*What is being asked*:
Would you reproduce exactly the lines below from the one holding "M116,1036L133,939" through the one holding "2 * Math.PI);", inclusive, and no others?

┌──

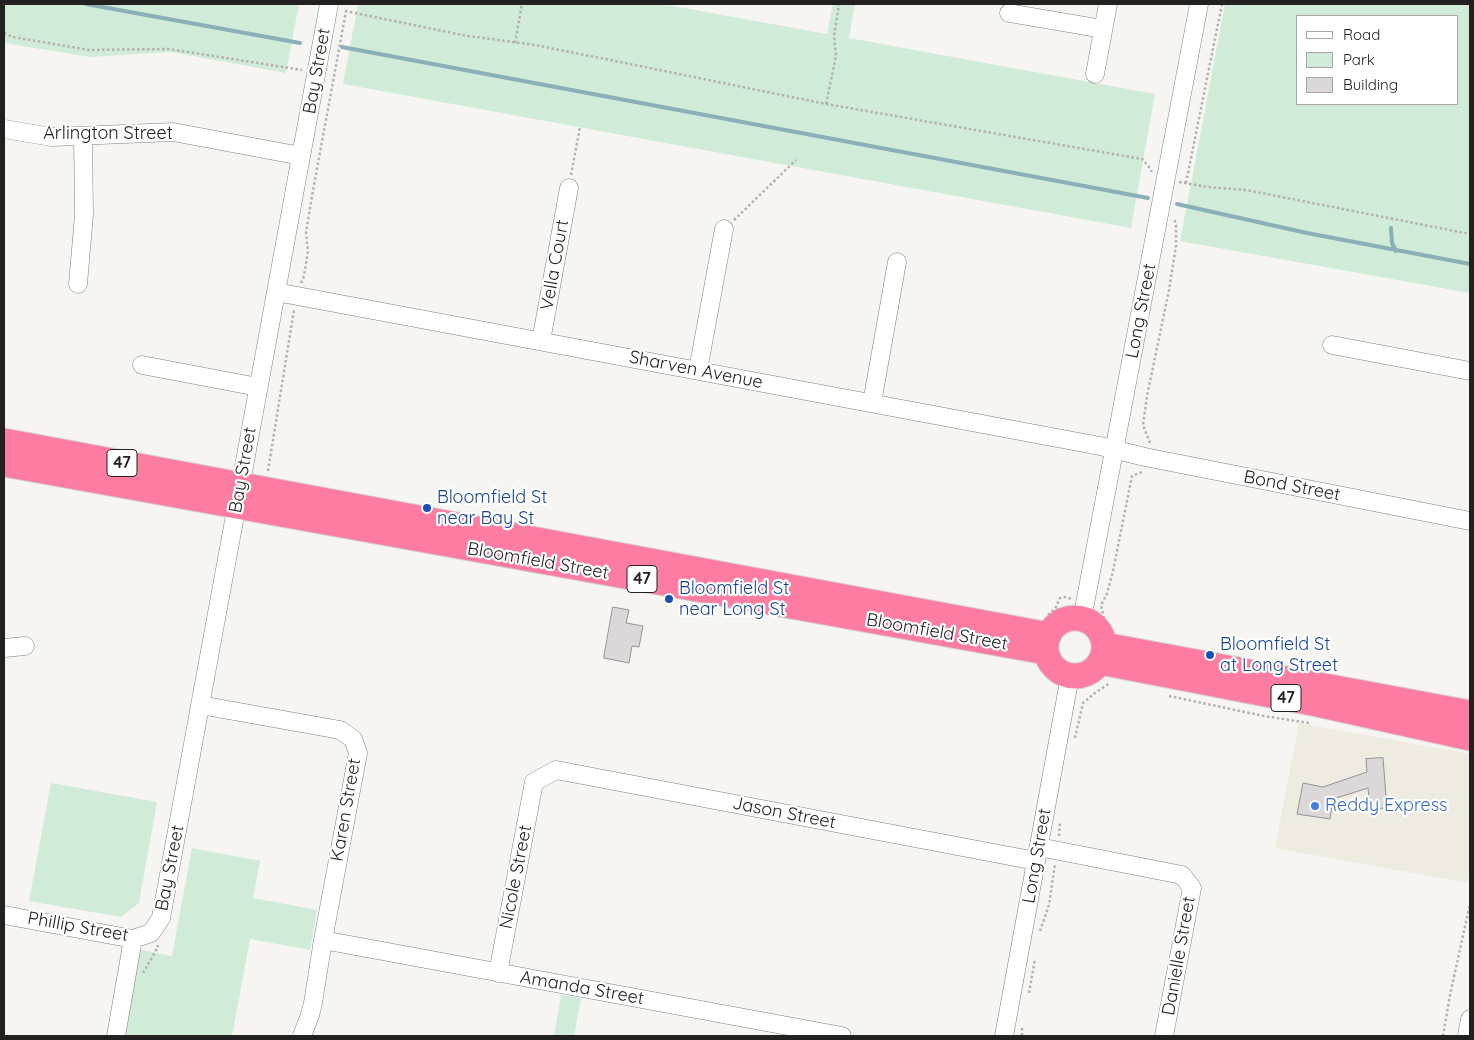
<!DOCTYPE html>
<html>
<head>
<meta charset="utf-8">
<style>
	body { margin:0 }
	#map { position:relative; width:1474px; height:1040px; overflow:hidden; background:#f7f5f2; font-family:Quicksand,sans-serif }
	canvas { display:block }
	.frame { position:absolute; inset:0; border:5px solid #222120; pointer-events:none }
	.legend { position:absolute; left:1296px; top:15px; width:162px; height:90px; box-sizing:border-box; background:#fff; border:1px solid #a7a6a6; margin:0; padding:6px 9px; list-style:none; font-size:15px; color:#222120 }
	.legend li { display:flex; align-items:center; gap:10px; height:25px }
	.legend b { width:25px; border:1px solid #a7a6a6 }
</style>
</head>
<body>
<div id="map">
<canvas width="1474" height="1040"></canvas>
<div class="frame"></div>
<ul class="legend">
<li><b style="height:6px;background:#fff"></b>Road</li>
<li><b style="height:14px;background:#d0ebd7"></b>Park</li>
<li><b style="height:14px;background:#dcd8da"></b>Building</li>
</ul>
</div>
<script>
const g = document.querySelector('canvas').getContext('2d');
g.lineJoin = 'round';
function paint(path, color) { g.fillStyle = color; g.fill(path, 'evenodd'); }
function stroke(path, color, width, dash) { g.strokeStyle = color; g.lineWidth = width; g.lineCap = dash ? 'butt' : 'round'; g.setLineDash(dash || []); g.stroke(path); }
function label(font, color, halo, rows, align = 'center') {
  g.font = font + ' Quicksand,sans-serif'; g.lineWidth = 4.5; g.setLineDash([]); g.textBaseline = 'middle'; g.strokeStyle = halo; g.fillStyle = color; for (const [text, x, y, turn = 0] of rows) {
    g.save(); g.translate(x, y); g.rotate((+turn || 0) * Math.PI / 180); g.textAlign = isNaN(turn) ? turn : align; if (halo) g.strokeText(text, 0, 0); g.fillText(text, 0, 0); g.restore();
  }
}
paint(new Path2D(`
	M1299,723L1470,754V869L1468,883L1275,848Z`), '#efebe0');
paint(new Path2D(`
	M4,4H299L286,73L171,52L90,57L10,44L4,42Z
	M358,4H662L827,34L833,4H855L849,38L1155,94L1131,228L343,84Z
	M1225,4H1470V293L1180,241ZM1458,16V104H1298V16Z
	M51,783L157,802L139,903L121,917L29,901Z
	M192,848L260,861L253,898L317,910L310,950L250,939L232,1036H121L138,949L172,956Z
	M561,995L581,998L574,1036H554Z`), '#d0ebd7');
stroke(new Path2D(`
	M86,4L300,43
	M342,47L1148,198
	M1177,204L1307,233L1470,264
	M1391,228L1392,243L1396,251`), '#89b0b6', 4);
const building = new Path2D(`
	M613,607L629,610L626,623L643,626L639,647L632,646L629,663L604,658Z
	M1383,758L1387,808L1370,809L1368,788L1333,799L1330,819L1297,814L1303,783L1323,787L1367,772L1366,759Z`);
paint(building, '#dcd8da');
stroke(building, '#969294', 1);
const minor = new Path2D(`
	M1009,13L1103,29
	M1095,74L1108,4
	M4,129L52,137L173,132L301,156
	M78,284L84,215L83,136
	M276,292L1100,446L1145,457L1470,521
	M541,341L569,188
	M1332,345L1470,371
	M142,365L258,387
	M698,370L724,229
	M872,403L897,262
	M1082,619L1199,4
	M4,648L25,646
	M200,705L340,730L353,739L358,753L323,940L313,1003L310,1015L302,1036
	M1039,847L1182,875L1192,888L1164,1036
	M4,915L133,939L151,933L161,918L329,4
	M323,940L842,1036
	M498,973L534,782L556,770L1036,861
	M116,1036L133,939
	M1004,1036L1070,676
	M1467,1036L1470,1019`);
const highway = new Path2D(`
	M4,441L1049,635
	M4,464L1046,652
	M1046 647a29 29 0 1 1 58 0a29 29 0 1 1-58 0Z
	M1104,645L1470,713
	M1100,662L1317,704L1470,738`);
stroke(minor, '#807f7c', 19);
stroke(highway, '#d3d3d2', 27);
stroke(new Path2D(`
	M345,11L468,36L535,45L630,64L826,104L1142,159L1149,167L1152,172
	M4,33L13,37L89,50L169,49L302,70
	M515,43L522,4
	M826,104L836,56L834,36L839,4
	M571,175L580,127
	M1179,182L1208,187L1246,190L1470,234
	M1186,183L1222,4
	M734,220L796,160
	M301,283L304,276L308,251L306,233L312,196L346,11
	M1150,443L1143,425L1147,396L1169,290L1176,246V225L1174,218
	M268,471L294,310
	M1048,615L1055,609L1060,598L1064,597L1072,599
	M1109,627L1104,619L1101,605L1107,594L1113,571L1132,476L1142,472
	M1169,696L1264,716L1309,723
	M1075,738L1083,703L1095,693L1110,683
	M1059,836L1060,822
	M1040,931L1049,905L1055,864
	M143,973L158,947L157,945
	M1029,993L1035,959
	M1022,1028V1036
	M1443,1036L1450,995L1470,904`), '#b3b1af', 2.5, [2.5, 2.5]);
stroke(minor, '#fff', 18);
stroke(highway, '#fc7ca2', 25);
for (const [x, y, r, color] of [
	[427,508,5,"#1a4fb4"],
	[669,599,5,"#1a4fb4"],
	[1210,655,5,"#1a4fb4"],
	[1315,806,5,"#3f7fe0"]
]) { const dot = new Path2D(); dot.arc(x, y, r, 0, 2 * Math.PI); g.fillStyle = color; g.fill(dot); stroke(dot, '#fff', 2); }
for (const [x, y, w] of [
	[122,463,30],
	[642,579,30],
	[1286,698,30]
]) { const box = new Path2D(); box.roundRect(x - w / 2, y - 13.5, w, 27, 4); g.fillStyle = '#fff'; g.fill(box); stroke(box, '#222120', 1); }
label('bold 16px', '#222120', null, [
	["47",122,463],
	["47",642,579],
	["47",1286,698]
]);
label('18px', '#222120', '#fff', [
	["Bay Street",317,71,-80],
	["Arlington Street",108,134],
	["Vella Court",555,265,-80],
	["Long Street",1141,311,-79],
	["Sharven Avenue",696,370,11],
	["Bay Street",243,470,-80],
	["Bond Street",1292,486,11],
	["Bloomfield Street",538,561,10],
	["Bloomfield Street",937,632,10],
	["Karen Street",346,810,-80],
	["Jason Street",784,813,11],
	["Long Street",1037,856,-80],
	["Bay Street",170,868,-79],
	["Nicole Street",516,877,-79],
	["Phillip Street",78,927,10],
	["Danielle Street",1179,956,-80],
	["Amanda Street",582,988,10]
]);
label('18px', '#164399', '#fff', [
	["Bloomfield St",437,498],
	["near Bay St",437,519],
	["Bloomfield St",679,589],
	["near Long St",679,610],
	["Bloomfield St",1220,645],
	["at Long Street",1220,666]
], 'left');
label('18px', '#366cbe', '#fff', [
	["Reddy Express",1325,806]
], 'left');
</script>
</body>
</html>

└──

*Response*:
	M116,1036L133,939
	M1004,1036L1070,676
	M1467,1036L1470,1019`);
const highway = new Path2D(`
	M4,441L1049,635
	M4,464L1046,652
	M1046 647a29 29 0 1 1 58 0a29 29 0 1 1-58 0Z
	M1104,645L1470,713
	M1100,662L1317,704L1470,738`);
stroke(minor, '#807f7c', 19);
stroke(highway, '#d3d3d2', 27);
stroke(new Path2D(`
	M345,11L468,36L535,45L630,64L826,104L1142,159L1149,167L1152,172
	M4,33L13,37L89,50L169,49L302,70
	M515,43L522,4
	M826,104L836,56L834,36L839,4
	M571,175L580,127
	M1179,182L1208,187L1246,190L1470,234
	M1186,183L1222,4
	M734,220L796,160
	M301,283L304,276L308,251L306,233L312,196L346,11
	M1150,443L1143,425L1147,396L1169,290L1176,246V225L1174,218
	M268,471L294,310
	M1048,615L1055,609L1060,598L1064,597L1072,599
	M1109,627L1104,619L1101,605L1107,594L1113,571L1132,476L1142,472
	M1169,696L1264,716L1309,723
	M1075,738L1083,703L1095,693L1110,683
	M1059,836L1060,822
	M1040,931L1049,905L1055,864
	M143,973L158,947L157,945
	M1029,993L1035,959
	M1022,1028V1036
	M1443,1036L1450,995L1470,904`), '#b3b1af', 2.5, [2.5, 2.5]);
stroke(minor, '#fff', 18);
stroke(highway, '#fc7ca2', 25);
for (const [x, y, r, color] of [
	[427,508,5,"#1a4fb4"],
	[669,599,5,"#1a4fb4"],
	[1210,655,5,"#1a4fb4"],
	[1315,806,5,"#3f7fe0"]
]) { const dot = new Path2D(); dot.arc(x, y, r, 0, 2 * Math.PI); g.fillStyle = color; g.fill(dot); stroke(dot, '#fff', 2); }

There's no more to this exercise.